REQUIRED ACTION => Your answer must be the full set of records, copied exactly, with no pictures in it.

Stored data entries:
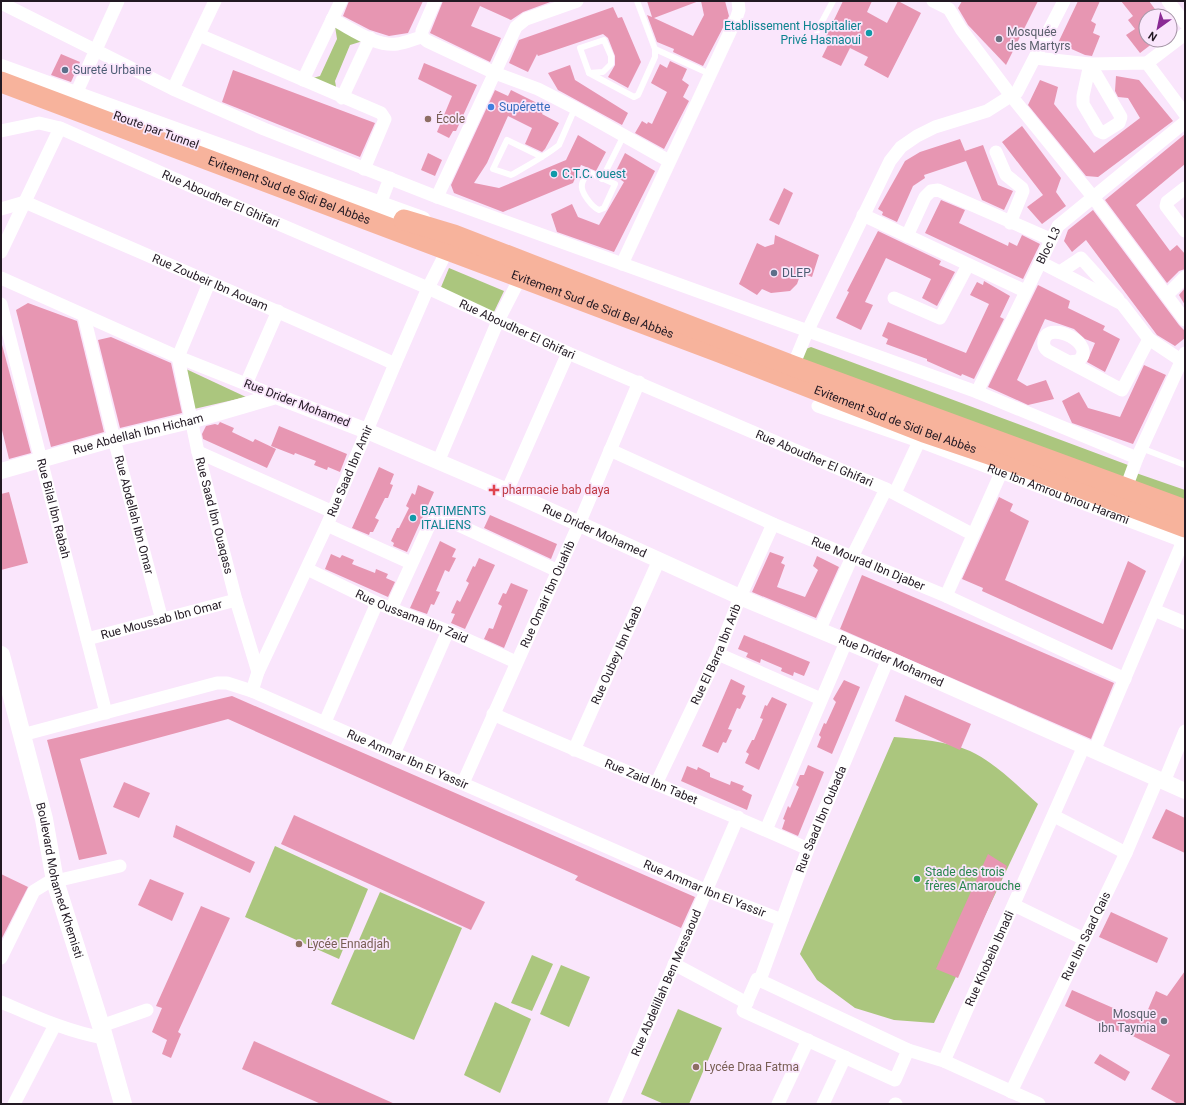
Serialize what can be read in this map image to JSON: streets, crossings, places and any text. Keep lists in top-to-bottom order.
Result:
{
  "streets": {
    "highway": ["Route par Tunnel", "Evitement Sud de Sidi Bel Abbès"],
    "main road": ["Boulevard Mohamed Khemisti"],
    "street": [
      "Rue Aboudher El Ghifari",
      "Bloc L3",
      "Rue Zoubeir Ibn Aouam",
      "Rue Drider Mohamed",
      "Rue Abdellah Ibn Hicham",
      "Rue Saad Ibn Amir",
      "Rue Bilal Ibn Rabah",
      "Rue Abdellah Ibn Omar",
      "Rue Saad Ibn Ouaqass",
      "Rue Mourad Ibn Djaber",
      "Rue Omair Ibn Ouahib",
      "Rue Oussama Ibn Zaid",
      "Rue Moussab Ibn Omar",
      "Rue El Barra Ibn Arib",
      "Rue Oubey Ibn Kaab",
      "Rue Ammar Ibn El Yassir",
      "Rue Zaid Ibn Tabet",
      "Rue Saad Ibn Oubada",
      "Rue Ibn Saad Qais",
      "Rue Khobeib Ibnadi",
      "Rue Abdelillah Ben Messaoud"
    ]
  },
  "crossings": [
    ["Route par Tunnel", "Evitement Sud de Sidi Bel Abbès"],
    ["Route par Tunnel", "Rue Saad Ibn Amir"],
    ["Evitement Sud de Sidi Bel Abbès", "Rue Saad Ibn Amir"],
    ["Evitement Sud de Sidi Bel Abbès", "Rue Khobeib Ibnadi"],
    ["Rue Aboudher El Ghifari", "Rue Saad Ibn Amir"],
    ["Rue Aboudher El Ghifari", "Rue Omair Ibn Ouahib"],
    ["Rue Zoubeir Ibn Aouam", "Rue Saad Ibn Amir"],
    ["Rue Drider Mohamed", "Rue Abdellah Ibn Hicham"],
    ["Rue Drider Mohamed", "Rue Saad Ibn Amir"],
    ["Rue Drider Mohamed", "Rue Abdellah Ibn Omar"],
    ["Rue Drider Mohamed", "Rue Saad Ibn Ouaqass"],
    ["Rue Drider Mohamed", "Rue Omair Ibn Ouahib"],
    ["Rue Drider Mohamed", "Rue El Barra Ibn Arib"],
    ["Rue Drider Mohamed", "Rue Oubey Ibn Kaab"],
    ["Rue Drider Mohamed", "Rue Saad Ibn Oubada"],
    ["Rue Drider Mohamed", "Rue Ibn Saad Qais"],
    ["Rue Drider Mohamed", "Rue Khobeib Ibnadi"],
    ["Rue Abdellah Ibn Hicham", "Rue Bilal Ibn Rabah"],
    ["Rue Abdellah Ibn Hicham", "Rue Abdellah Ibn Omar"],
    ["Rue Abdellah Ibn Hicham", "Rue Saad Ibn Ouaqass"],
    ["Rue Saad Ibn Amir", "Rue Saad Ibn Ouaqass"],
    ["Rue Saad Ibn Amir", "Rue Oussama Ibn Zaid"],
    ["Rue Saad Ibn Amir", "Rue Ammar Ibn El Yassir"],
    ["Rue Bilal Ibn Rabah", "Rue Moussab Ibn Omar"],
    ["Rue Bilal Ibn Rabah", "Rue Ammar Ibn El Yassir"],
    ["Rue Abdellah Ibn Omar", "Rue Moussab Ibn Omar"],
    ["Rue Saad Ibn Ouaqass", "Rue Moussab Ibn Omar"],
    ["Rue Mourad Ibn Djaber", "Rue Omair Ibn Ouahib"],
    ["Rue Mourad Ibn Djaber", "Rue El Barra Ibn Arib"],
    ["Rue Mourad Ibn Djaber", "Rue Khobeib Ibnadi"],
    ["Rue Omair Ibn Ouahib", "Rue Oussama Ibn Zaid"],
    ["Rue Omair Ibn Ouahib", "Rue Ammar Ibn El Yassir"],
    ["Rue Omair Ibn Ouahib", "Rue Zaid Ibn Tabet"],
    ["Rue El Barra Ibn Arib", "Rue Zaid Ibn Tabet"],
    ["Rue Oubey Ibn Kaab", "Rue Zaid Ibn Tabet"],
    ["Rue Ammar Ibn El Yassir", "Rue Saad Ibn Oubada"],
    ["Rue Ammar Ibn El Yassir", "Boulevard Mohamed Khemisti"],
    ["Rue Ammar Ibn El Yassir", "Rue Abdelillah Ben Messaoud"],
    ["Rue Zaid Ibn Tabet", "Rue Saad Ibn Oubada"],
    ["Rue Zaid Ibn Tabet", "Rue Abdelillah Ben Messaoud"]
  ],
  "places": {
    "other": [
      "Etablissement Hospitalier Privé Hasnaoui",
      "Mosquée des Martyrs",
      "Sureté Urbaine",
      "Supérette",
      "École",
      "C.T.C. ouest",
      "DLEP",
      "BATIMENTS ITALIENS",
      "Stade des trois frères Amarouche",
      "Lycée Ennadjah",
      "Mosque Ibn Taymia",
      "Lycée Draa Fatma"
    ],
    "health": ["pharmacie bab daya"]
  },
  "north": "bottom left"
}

SOLUTION FOR THIS EXERCISE =>
Serialize what can be read in this map image to JSON: streets, crossings, places and any text. Keep lists in top-to-bottom order.
Result:
{
  "streets": {
    "highway": ["Route par Tunnel", "Evitement Sud de Sidi Bel Abbès"],
    "main road": ["Boulevard Mohamed Khemisti"],
    "street": [
      "Rue Aboudher El Ghifari",
      "Bloc L3",
      "Rue Zoubeir Ibn Aouam",
      "Rue Drider Mohamed",
      "Rue Abdellah Ibn Hicham",
      "Rue Saad Ibn Amir",
      "Rue Bilal Ibn Rabah",
      "Rue Abdellah Ibn Omar",
      "Rue Saad Ibn Ouaqass",
      "Rue Mourad Ibn Djaber",
      "Rue Omair Ibn Ouahib",
      "Rue Oussama Ibn Zaid",
      "Rue Moussab Ibn Omar",
      "Rue El Barra Ibn Arib",
      "Rue Oubey Ibn Kaab",
      "Rue Ammar Ibn El Yassir",
      "Rue Zaid Ibn Tabet",
      "Rue Saad Ibn Oubada",
      "Rue Ibn Saad Qais",
      "Rue Khobeib Ibnadi",
      "Rue Abdelillah Ben Messaoud"
    ]
  },
  "crossings": [
    ["Route par Tunnel", "Evitement Sud de Sidi Bel Abbès"],
    ["Route par Tunnel", "Rue Saad Ibn Amir"],
    ["Evitement Sud de Sidi Bel Abbès", "Rue Saad Ibn Amir"],
    ["Evitement Sud de Sidi Bel Abbès", "Rue Khobeib Ibnadi"],
    ["Rue Aboudher El Ghifari", "Rue Saad Ibn Amir"],
    ["Rue Aboudher El Ghifari", "Rue Omair Ibn Ouahib"],
    ["Rue Zoubeir Ibn Aouam", "Rue Saad Ibn Amir"],
    ["Rue Drider Mohamed", "Rue Abdellah Ibn Hicham"],
    ["Rue Drider Mohamed", "Rue Saad Ibn Amir"],
    ["Rue Drider Mohamed", "Rue Abdellah Ibn Omar"],
    ["Rue Drider Mohamed", "Rue Saad Ibn Ouaqass"],
    ["Rue Drider Mohamed", "Rue Omair Ibn Ouahib"],
    ["Rue Drider Mohamed", "Rue El Barra Ibn Arib"],
    ["Rue Drider Mohamed", "Rue Oubey Ibn Kaab"],
    ["Rue Drider Mohamed", "Rue Saad Ibn Oubada"],
    ["Rue Drider Mohamed", "Rue Ibn Saad Qais"],
    ["Rue Drider Mohamed", "Rue Khobeib Ibnadi"],
    ["Rue Abdellah Ibn Hicham", "Rue Bilal Ibn Rabah"],
    ["Rue Abdellah Ibn Hicham", "Rue Abdellah Ibn Omar"],
    ["Rue Abdellah Ibn Hicham", "Rue Saad Ibn Ouaqass"],
    ["Rue Saad Ibn Amir", "Rue Saad Ibn Ouaqass"],
    ["Rue Saad Ibn Amir", "Rue Oussama Ibn Zaid"],
    ["Rue Saad Ibn Amir", "Rue Ammar Ibn El Yassir"],
    ["Rue Bilal Ibn Rabah", "Rue Moussab Ibn Omar"],
    ["Rue Bilal Ibn Rabah", "Rue Ammar Ibn El Yassir"],
    ["Rue Abdellah Ibn Omar", "Rue Moussab Ibn Omar"],
    ["Rue Saad Ibn Ouaqass", "Rue Moussab Ibn Omar"],
    ["Rue Mourad Ibn Djaber", "Rue Omair Ibn Ouahib"],
    ["Rue Mourad Ibn Djaber", "Rue El Barra Ibn Arib"],
    ["Rue Mourad Ibn Djaber", "Rue Khobeib Ibnadi"],
    ["Rue Omair Ibn Ouahib", "Rue Oussama Ibn Zaid"],
    ["Rue Omair Ibn Ouahib", "Rue Ammar Ibn El Yassir"],
    ["Rue Omair Ibn Ouahib", "Rue Zaid Ibn Tabet"],
    ["Rue El Barra Ibn Arib", "Rue Zaid Ibn Tabet"],
    ["Rue Oubey Ibn Kaab", "Rue Zaid Ibn Tabet"],
    ["Rue Ammar Ibn El Yassir", "Rue Saad Ibn Oubada"],
    ["Rue Ammar Ibn El Yassir", "Boulevard Mohamed Khemisti"],
    ["Rue Ammar Ibn El Yassir", "Rue Abdelillah Ben Messaoud"],
    ["Rue Zaid Ibn Tabet", "Rue Saad Ibn Oubada"],
    ["Rue Zaid Ibn Tabet", "Rue Abdelillah Ben Messaoud"]
  ],
  "places": {
    "other": [
      "Etablissement Hospitalier Privé Hasnaoui",
      "Mosquée des Martyrs",
      "Sureté Urbaine",
      "Supérette",
      "École",
      "C.T.C. ouest",
      "DLEP",
      "BATIMENTS ITALIENS",
      "Stade des trois frères Amarouche",
      "Lycée Ennadjah",
      "Mosque Ibn Taymia",
      "Lycée Draa Fatma"
    ],
    "health": ["pharmacie bab daya"]
  },
  "north": "bottom left"
}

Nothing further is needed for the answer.